Llyr Gruffydd, from Plaid Cymru, says this means that it will be politicians in Westminster instead of Senedd members who will “scrutinise how powers in areas of devolved competence are being used”.
He made the comments while speaking in his capacity as Chair of the Climate Change, Environment, and Infrastructure Committee, during a debate in the Welsh Parliament.
The debate was on a Bill that would give ministers in Whitehall powers over the bank, such as to appoint directors to the board and to change its aims and objectives.
The Welsh Government has lobbied Tory ministers to give it a role in the bank, as well as to the Senedd.
Following negotiations, the UK Government has only agreed to “consult” with Welsh ministers before they exercise powers and has declined to give the Senedd any role.

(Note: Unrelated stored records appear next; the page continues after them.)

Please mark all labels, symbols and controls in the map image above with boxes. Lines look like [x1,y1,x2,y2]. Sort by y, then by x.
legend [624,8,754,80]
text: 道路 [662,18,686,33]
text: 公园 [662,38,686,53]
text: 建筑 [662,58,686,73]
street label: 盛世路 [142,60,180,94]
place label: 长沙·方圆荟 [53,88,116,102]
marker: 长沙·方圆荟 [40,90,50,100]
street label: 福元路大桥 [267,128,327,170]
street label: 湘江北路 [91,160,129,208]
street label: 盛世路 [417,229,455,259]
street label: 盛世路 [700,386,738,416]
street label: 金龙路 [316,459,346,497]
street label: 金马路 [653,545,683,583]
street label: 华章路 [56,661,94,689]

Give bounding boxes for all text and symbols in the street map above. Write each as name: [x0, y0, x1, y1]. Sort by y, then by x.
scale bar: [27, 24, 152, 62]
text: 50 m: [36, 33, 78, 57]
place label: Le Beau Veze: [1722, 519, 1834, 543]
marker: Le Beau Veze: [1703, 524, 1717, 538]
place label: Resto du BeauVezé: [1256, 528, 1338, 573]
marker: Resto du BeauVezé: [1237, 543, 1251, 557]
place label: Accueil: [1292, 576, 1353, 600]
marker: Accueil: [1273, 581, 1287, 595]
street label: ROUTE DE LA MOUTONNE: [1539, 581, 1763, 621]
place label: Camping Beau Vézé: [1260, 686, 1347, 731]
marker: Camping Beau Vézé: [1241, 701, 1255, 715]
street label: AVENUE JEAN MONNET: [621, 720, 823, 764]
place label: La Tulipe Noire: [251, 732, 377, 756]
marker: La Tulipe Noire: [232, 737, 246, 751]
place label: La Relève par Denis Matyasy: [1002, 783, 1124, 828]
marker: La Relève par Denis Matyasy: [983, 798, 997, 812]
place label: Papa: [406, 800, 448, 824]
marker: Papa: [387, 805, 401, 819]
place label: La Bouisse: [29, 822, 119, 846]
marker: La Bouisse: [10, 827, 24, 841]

Because of this Llyr Gruffydd has argued that the Senedd should refuse to give its consent to the Bill.
Rebecca Evans, the Welsh Government’s Minister for Finance and Local Government has defended the deal with Tory ministers, claiming that it “does represent a practicable compromise”.
The UK Government-owned bank, which has been established as a replacement for the European Investment Bank will provide £22 billion of infrastructure finance through partnering arrangements with the private and the public sectors.
The bank aims to use these funds to help tackle climate change and to drive regional and local economic growth across the UK.
It will work in five key sectors, which are clean energy, transport, digital, waste and water. This means that its work will cut across areas that have been devolved to the Senedd.
Llyr Gruffydd, who is Chair of the Senedd’s Climate Committee, said: “Now, of course, there has to be consultation, as I understand it, with the Welsh Ministers before UK Ministers can exercise powers in relation to the bank’s objectives and activities, and strategic priorities and plans.
“Well, this, certainly, isn’t an equivalent role, such as we were seeking. And what of the Senedd’s role? Quite simply, the Bill doesn’t provide a role for the Senedd.
“Let’s be clear about what that then means—it means the UK Parliament, rather than Senedd Cymru, will scrutinise how powers in areas of devolved competence are being used, and they will be the ones who will oversee the bank’s effectiveness as far as it relates to Wales.
“So, having considered the Bill, as amended, we still have concerns about the limited role of the Welsh Ministers in terms of the bank’s governance structures, and the lack, of course, of a role provided for the Senedd. So, Dirprwy Lywydd, with this in mind, the committee is not in a position to recommend that the Senedd gives consent to the Bill.”